# Brief:
How many lines in the records below contain the string "Keep"? Answer with the number alone.

# Saved data entries:
===============

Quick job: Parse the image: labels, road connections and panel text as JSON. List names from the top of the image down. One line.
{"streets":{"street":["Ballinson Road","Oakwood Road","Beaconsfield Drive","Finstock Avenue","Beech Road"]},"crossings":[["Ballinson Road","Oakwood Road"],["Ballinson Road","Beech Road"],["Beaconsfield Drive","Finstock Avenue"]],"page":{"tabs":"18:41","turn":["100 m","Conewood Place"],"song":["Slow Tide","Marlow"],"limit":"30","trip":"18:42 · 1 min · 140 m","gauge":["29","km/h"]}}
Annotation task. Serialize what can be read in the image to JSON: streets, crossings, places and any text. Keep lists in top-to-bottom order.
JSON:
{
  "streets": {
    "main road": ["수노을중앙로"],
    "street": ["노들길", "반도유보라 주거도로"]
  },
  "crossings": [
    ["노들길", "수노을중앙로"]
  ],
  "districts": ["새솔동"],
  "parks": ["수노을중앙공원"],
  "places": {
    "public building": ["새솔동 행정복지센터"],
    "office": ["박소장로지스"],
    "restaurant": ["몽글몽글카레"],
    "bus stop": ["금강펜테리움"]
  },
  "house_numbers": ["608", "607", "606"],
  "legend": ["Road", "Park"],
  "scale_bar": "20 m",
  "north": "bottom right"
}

===============

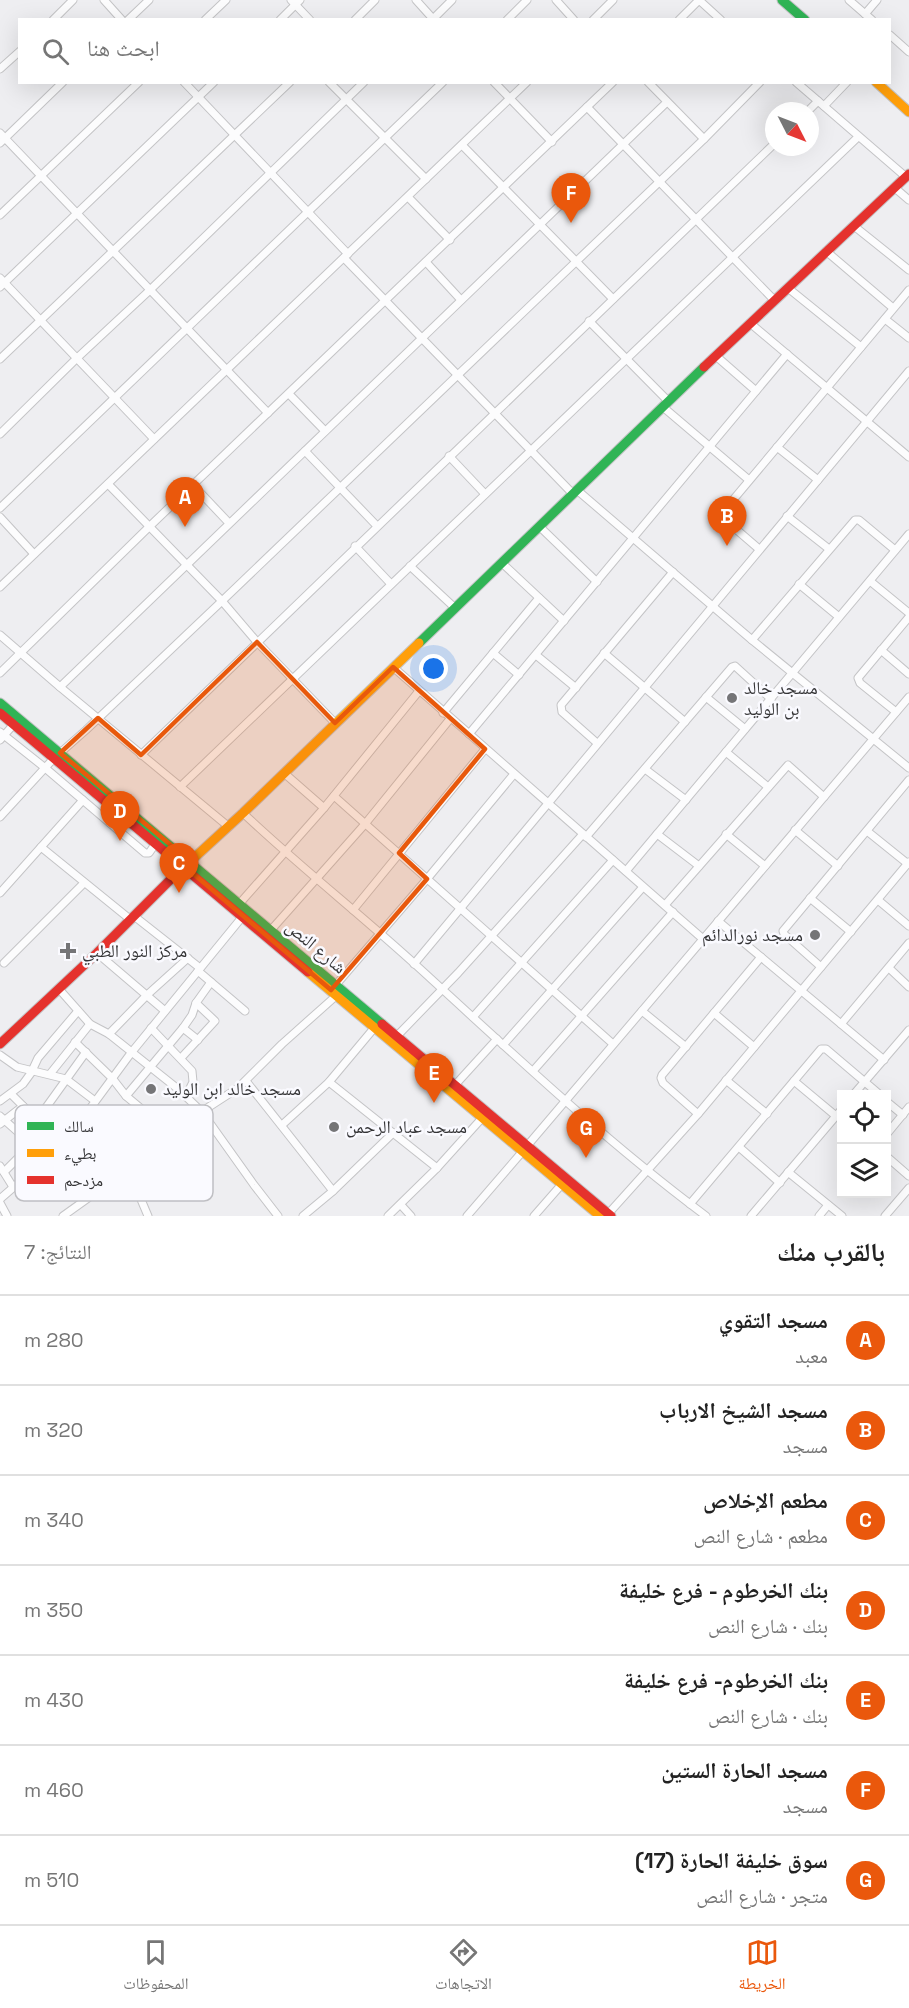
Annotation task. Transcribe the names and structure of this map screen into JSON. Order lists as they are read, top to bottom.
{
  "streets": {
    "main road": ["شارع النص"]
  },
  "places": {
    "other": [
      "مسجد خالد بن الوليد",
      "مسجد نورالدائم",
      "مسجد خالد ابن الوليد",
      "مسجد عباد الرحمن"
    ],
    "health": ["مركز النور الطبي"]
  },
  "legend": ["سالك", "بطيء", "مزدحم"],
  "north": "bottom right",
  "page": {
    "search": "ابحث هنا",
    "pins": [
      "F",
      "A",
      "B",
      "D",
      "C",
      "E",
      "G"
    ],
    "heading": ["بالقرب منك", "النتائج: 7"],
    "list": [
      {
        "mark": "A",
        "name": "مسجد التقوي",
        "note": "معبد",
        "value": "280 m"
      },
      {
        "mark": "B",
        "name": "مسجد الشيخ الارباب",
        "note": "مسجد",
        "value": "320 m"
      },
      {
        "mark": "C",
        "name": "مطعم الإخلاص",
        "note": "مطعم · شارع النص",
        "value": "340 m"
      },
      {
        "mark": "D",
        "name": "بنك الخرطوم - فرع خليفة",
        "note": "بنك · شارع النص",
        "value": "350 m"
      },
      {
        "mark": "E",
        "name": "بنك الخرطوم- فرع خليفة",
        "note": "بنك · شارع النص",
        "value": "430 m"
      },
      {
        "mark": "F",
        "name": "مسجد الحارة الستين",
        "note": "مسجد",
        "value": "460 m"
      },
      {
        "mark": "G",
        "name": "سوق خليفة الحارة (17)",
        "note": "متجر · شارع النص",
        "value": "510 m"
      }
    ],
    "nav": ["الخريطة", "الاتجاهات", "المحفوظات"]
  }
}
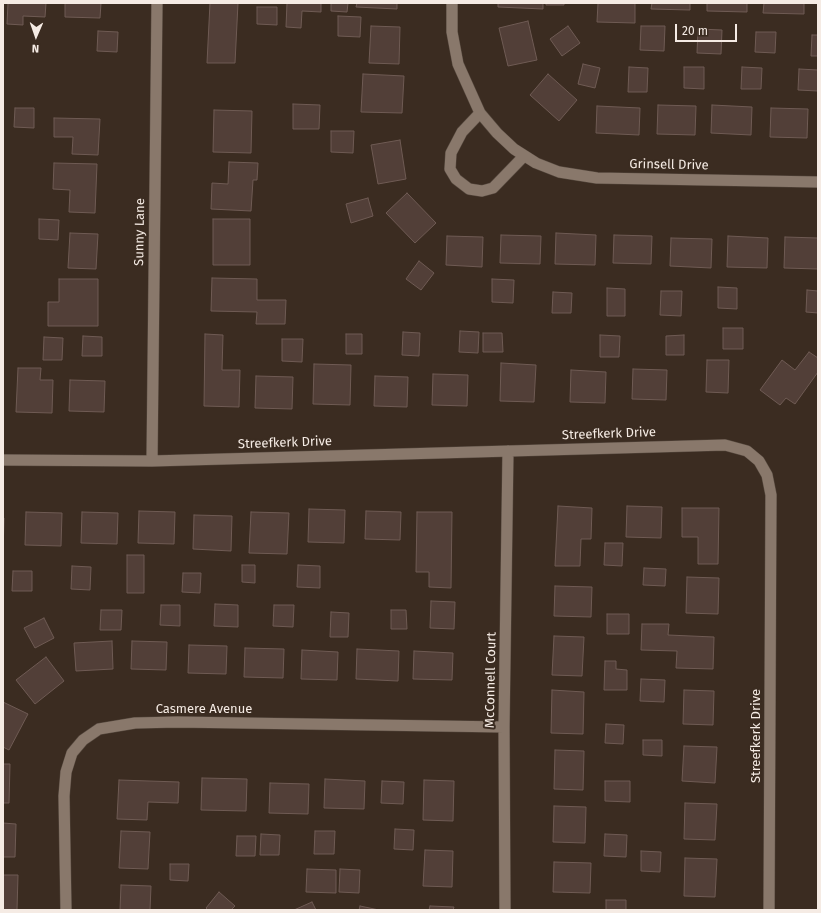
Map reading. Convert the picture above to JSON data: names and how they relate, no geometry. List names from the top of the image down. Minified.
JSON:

===============

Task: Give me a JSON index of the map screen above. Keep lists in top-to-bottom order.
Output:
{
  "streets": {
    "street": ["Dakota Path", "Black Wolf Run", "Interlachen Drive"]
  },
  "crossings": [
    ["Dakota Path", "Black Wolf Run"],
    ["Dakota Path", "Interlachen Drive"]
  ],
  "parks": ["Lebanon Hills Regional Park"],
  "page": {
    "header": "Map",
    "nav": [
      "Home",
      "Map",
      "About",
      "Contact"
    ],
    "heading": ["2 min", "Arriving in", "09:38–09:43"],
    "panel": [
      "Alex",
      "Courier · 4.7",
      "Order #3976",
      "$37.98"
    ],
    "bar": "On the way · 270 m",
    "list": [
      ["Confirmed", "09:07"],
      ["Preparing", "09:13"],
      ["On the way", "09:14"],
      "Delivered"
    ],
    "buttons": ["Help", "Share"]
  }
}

===============

# Answer box:
2